Some were staring at a blank page. Some had pages of notes and no idea how to pull them together. Some knew exactly how they felt, but every version they wrote sounded stiff, generic, too formal, too cheesy, or simply not like them.

That’s how Altar & Toast began.

Since then, I’ve found that most people know what they feel, but far fewer know how to say it. We are not often taught how to translate love, gratitude, grief, pride, tenderness or devotion into language that feels natural. We feel those things deeply, but when the moment comes to say them out loud - especially in front of a room full of people - many of us freeze. Or default to something vague. Or overcompensate and try to sound like someone else.

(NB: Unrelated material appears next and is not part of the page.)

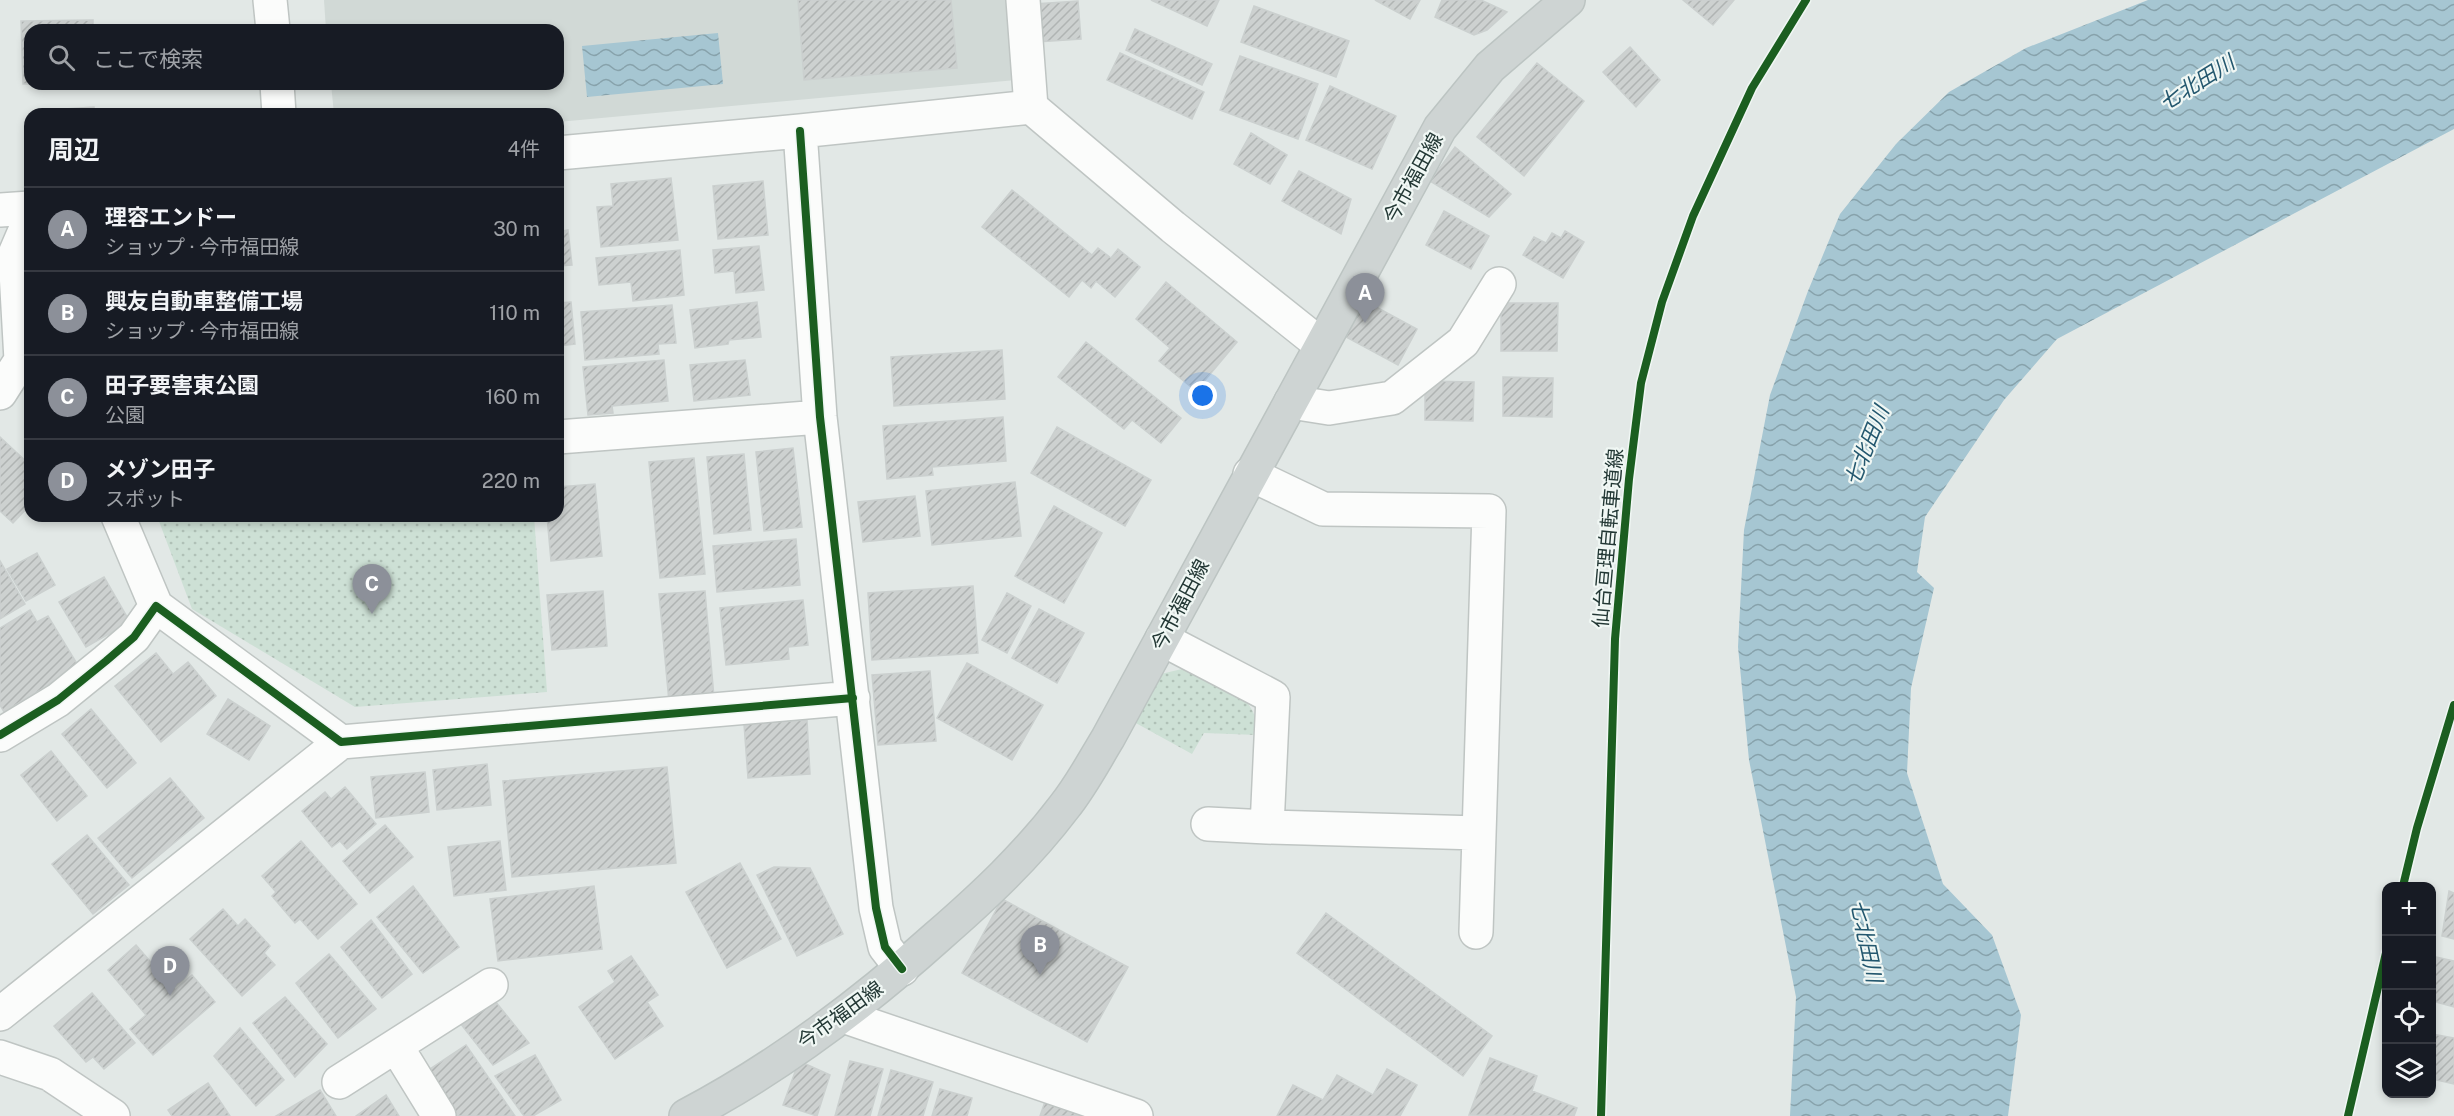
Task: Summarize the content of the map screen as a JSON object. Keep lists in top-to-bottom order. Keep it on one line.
{"streets":{"main road":["今市福田線"],"cycle path":["仙台亘理自転車道線"]},"water":["七北田川"],"page":{"search":"ここで検索","heading":["周辺","4件"],"list":[{"mark":"A","name":"理容エンドー","note":"ショップ · 今市福田線","value":"30 m"},{"mark":"B","name":"興友自動車整備工場","note":"ショップ · 今市福田線","value":"110 m"},{"mark":"C","name":"田子要害東公園","note":"公園","value":"160 m"},{"mark":"D","name":"メゾン田子","note":"スポット","value":"220 m"}],"pins":["A","C","B","D"],"map_buttons":["+","−"]}}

That’s where I come in. I’ve always loved the challenge of taking something huge, emotional and hard to articulate, and turning it into something clear, elegant and true. Not impressive for the sake of it. Not over-written. Not full of borrowed lines or phrases you’d never say in real life. Just right.

The right words do more than sound good. They steady nerves. They create connection. They make people feel seen. They become part of family history. They get replayed in videos, repeated in speeches years later, tucked into drawers, found again in albums, remembered in flashes.

So whether I’m helping someone write vows that feel deeply personal, shaping a speech that makes a room laugh and cry in the right places, or creating one of those smaller wedding moments people end up treasuring most, my job is always the same: to help people say what they mean, properly.